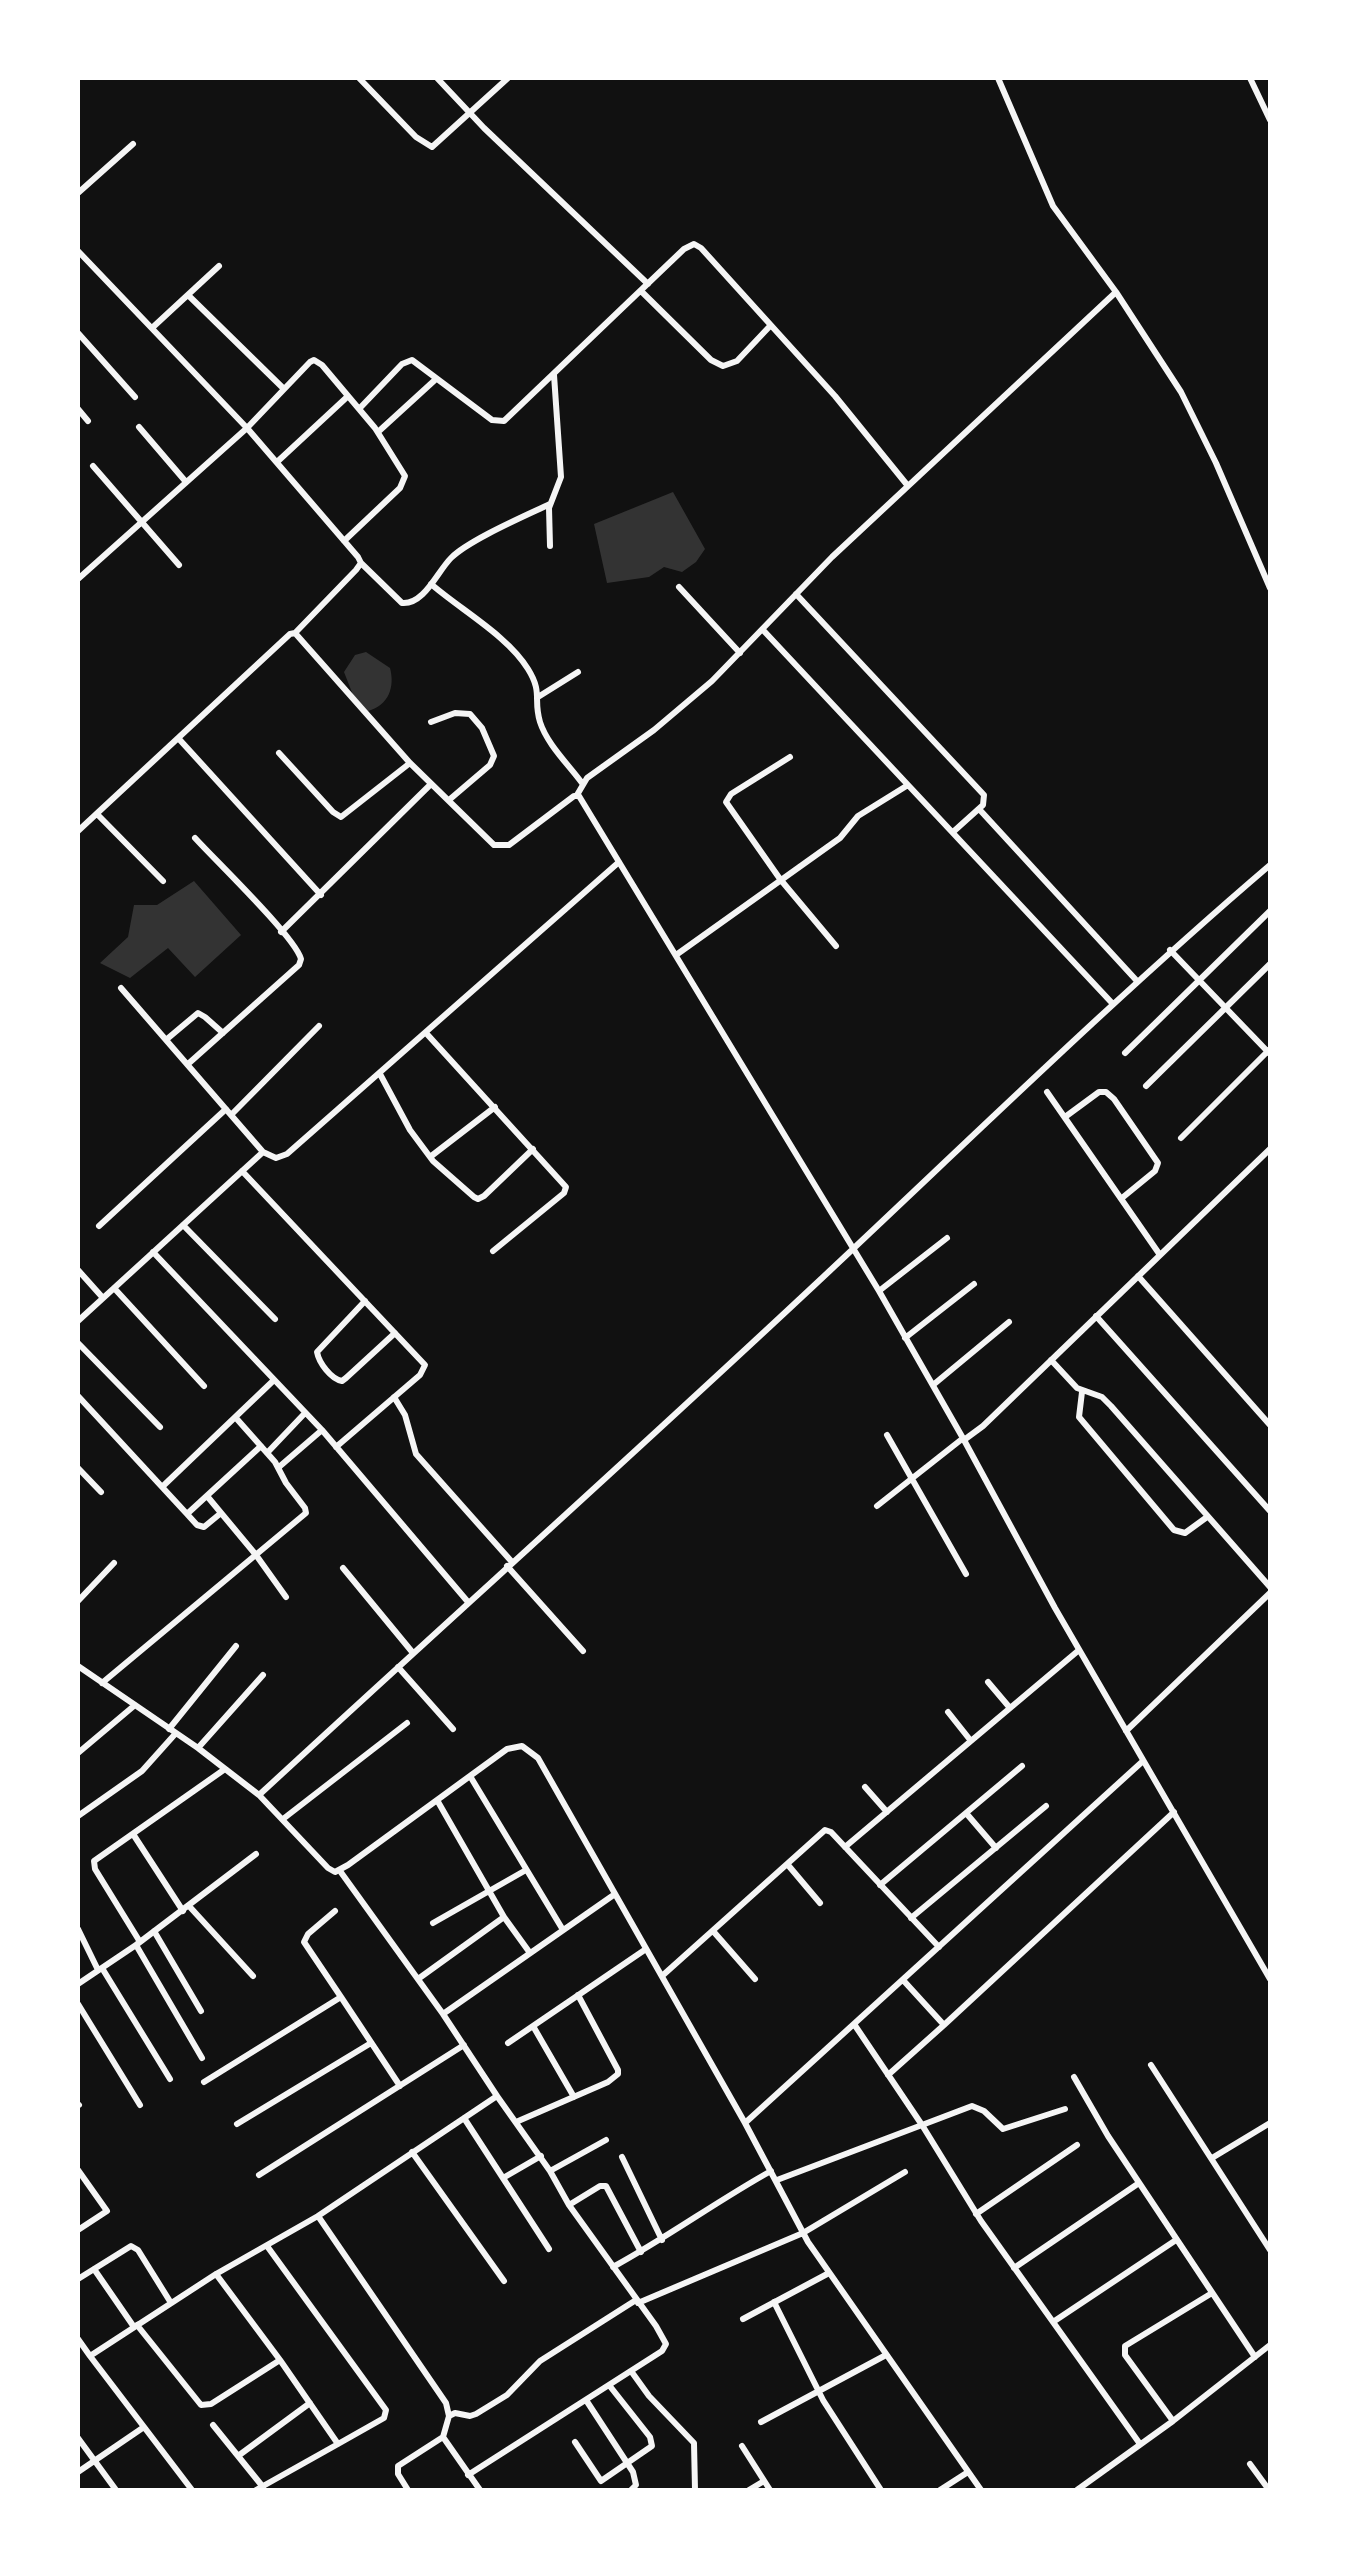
<!DOCTYPE html>
<style>
body{margin:0}
#map{position:relative;width:1348px;height:2568px;overflow:hidden;background:#111;font-family:Overpass,sans-serif}
canvas{display:block}
.frame{position:absolute;inset:0;border:80px solid #fff;pointer-events:none}
</style>
<div id="map">
<canvas width="1348" height="2568"></canvas>
<div class="frame"></div>
</div>
<script>
const ctx = document.querySelector('canvas').getContext('2d');
ctx.lineJoin = 'round';
function paint(path, color) { ctx.fillStyle = color; ctx.fill(path, 'evenodd'); }
function strokePath(path, color, width, dash) { ctx.strokeStyle = color; ctx.lineWidth = width; ctx.lineCap = dash ? 'butt' : 'round'; ctx.setLineDash(dash || []); ctx.stroke(path); }
paint(new Path2D(`
 M673,492L705,549L696,562L682,572L664,567L649,577L607,583L594,524Z
 M366,652L390,668C395,687 389,705 368,711L353,695L344,672L355,655Z
 M194,881L241,935L195,977L168,948L130,978L100,963L128,937L134,905H157Z`), '#333');
strokePath(new Path2D(`
 M359,78L416,137L432,147L508,78
 M437,78L484,128L648,284
 M998,78L1053,206L1116,292L1181,392L1216,463L1270,588
 M1250,78L1270,120
 M78,193L133,144
 M78,251L247,428L358,557L361,563L356,570L295,633
 M641,291L711,360L723,366L737,361L770,326
 M188,295L284,389
 M152,328L219,266
 M78,333L135,397
 M78,409L88,421
 M359,409L402,364L412,360L492,420L504,421L684,249L694,244L701,248L835,396L908,486
 M139,427L186,482
 M378,432L436,379
 M277,462L347,397
 M93,466L179,565
 M550,546L549,508L561,477L554,375
 M361,563L402,603C424,605 437,572 451,558C469,540 525,516 550,504
 M78,579L247,428L310,362L314,360L322,365L375,428L405,476L400,488L344,541
 M431,584C461,610 508,636 528,669C543,693 533,699 540,722C547,744 568,764 582,783
 M679,587L740,653
 M796,594L984,795L983,805L953,832
 M763,630L1112,1003
 M538,697L578,672
 M431,722L455,713L470,714L482,728L494,756L490,765L449,800
 M179,739L321,895
 M279,753L333,812L341,817L410,763
 M790,757L731,794L726,802L780,879L836,946
 M577,795L587,778L654,730L712,681L832,557L1116,292
 M979,809L1137,981
 M97,814L163,881
 M78,831L290,634L295,633L410,763L494,845H509L574,796H579L879,1291L964,1440L983,1426L1270,1149
 M281,932L431,784
 M1170,950L1270,1054
 M676,955L840,838L858,816L908,785
 M426,1033L566,1187L564,1193L493,1251
 M167,1039L198,1013L205,1017L223,1033
 M1125,1053L1270,911
 M188,1064L299,965L301,959C295,937 216,861 195,838
 M380,1074L410,1130L433,1161L474,1197L478,1199L484,1196L533,1149
 M1146,1086L1270,964
 M1047,1092L1160,1255
 M231,1115L319,1026
 M1065,1117L1099,1092H1106L1114,1099L1158,1163L1155,1171L1122,1198
 M1181,1138L1269,1050
 M263,1152L276,1158L287,1154L619,862
 M430,1157L495,1107
 M242,1171L425,1365L420,1375L336,1447
 M183,1225L275,1319
 M99,1226L226,1109
 M153,1252L322,1430L468,1602
 M78,1270L103,1298
 M1138,1276L1270,1425
 M114,1288L204,1386
 M879,1291L947,1238
 M365,1301L317,1352C319,1363 331,1379 342,1381L346,1378L395,1333
 M1096,1316L1270,1511
 M78,1321L263,1152L121,988
 M905,1338L974,1284
 M78,1343L160,1427
 M1051,1360L1077,1388L1102,1397L1111,1406L1270,1587
 M933,1385L1009,1322
 M1082,1392L1079,1417L1174,1530L1185,1533L1207,1517
 M78,1396L187,1514L261,1446
 M394,1397L405,1415L416,1454L512,1562
 M887,1435L966,1574
 M964,1440L1055,1608L1270,1979
 M267,1453L305,1413
 M279,1467L322,1430
 M78,1468L101,1492
 M162,1487L274,1380
 M207,1496L256,1555L286,1597
 M877,1506L962,1439
 M187,1514L197,1525L204,1527L221,1513
 M507,1566L583,1651
 M343,1568L413,1653
 M78,1601L114,1563
 M78,1666L198,1748L259,1795L328,1868L335,1872L348,1865L507,1749L522,1746L538,1758L745,2123L808,2242L981,2490
 M398,1667L453,1729
 M988,1682L1010,1708
 M102,1683L306,1513L305,1508L286,1483L275,1462L236,1418
 M948,1712L971,1741
 M169,1729L236,1646
 M1126,1731L1270,1593
 M198,1748L263,1675
 M78,1753L135,1705
 M470,1776L563,1930
 M865,1787L887,1812
 M259,1795C457,1612 658,1433 854,1248C991,1119 1126,988 1270,865
 M966,1813L996,1848
 M78,1816L142,1771L176,1733
 M283,1819L407,1723
 M133,1834L183,1911
 M845,1847L1079,1650
 M788,1865L820,1903
 M880,1885L1022,1766
 M189,1906L253,1976
 M335,1911L308,1934L304,1942L341,1997
 M504,1917L530,1953
 M911,1918L1046,1806
 M433,1923L526,1870
 M78,1929L98,1970
 M154,1931L201,2011
 M713,1931L755,1979
 M140,1942L95,1869L94,1861L225,1769
 M136,1945L202,2058
 M102,1968L170,2079
 M662,1976L825,1830L831,1832L939,1947
 M418,1979L504,1917L437,1800
 M903,1980L944,2025L1174,1812
 M78,1984L136,1945L256,1854
 M78,2004L140,2105
 M443,2014L615,1894
 M854,2024L922,2125L972,2106L984,2111L1003,2129L1065,2109
 M533,2026L574,2097
 M508,2043L646,1949
 M1151,2065L1270,2250
 M888,2075L944,2025
 M1074,2077L1108,2136L1255,2357
 M204,2082L341,1997L400,2086
 M78,2104L79,2105
 M464,2118L549,2249
 M516,2122L608,2082L618,2074V2070L578,1995
 M745,2123L1143,1761
 M237,2124L371,2043
 M412,2152L504,2281
 M622,2157L662,2240
 M1212,2158L1270,2123
 M78,2170L107,2211L78,2230
 M550,2171L606,2140
 M259,2175L464,2045
 M503,2178L541,2156
 M777,2180L922,2125L981,2221L1140,2444
 M569,2205L600,2186H606L641,2252
 M976,2214L1077,2145
 M318,2216L446,2403L449,2416L443,2437L480,2490
 M267,2246L386,2410L384,2418L338,2444
 M613,2267C668,2237 717,2201 771,2171
 M1014,2268L1139,2183
 M94,2269L134,2327
 M216,2274L280,2360L338,2444L256,2490
 M78,2279L131,2246L138,2250L171,2303
 M774,2302L823,2400L881,2490
 M638,2303L803,2233L905,2172
 M743,2319L829,2273
 M1053,2322L1176,2240
 M137,2325L201,2405L211,2404L280,2360
 M78,2339L90,2356L216,2274L318,2216L497,2096L443,2014L340,1871
 M90,2356L192,2490
 M631,2371L649,2396L694,2443L695,2490
 M586,2400L633,2472L636,2485L631,2490
 M449,2416L455,2413L470,2416L476,2414L507,2395L540,2361L636,2300
 M1173,2421L1125,2355V2346L1212,2293
 M761,2422L886,2355
 M213,2425L263,2487
 M78,2438L116,2490
 M575,2442L601,2481L652,2446L650,2437L609,2385
 M742,2446L770,2490
 M238,2456L310,2403
 M1250,2464L1269,2490
 M78,2472L144,2427
 M468,2475L662,2351L666,2344L656,2326L569,2205L550,2171L497,2096
 M408,2490L398,2474V2466L443,2437
 M749,2490L764,2481
 M940,2490L968,2472
 M1077,2490L1173,2421L1270,2345`), '#f5f5f5', 6);
</script>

•••

[Task item] Filter the records above down to the lines that hold the string "height".

[Output of the task]
#map{position:relative;width:1348px;height:2568px;overflow:hidden;background:#111;font-family:Overpass,sans-serif}
<canvas width="1348" height="2568"></canvas>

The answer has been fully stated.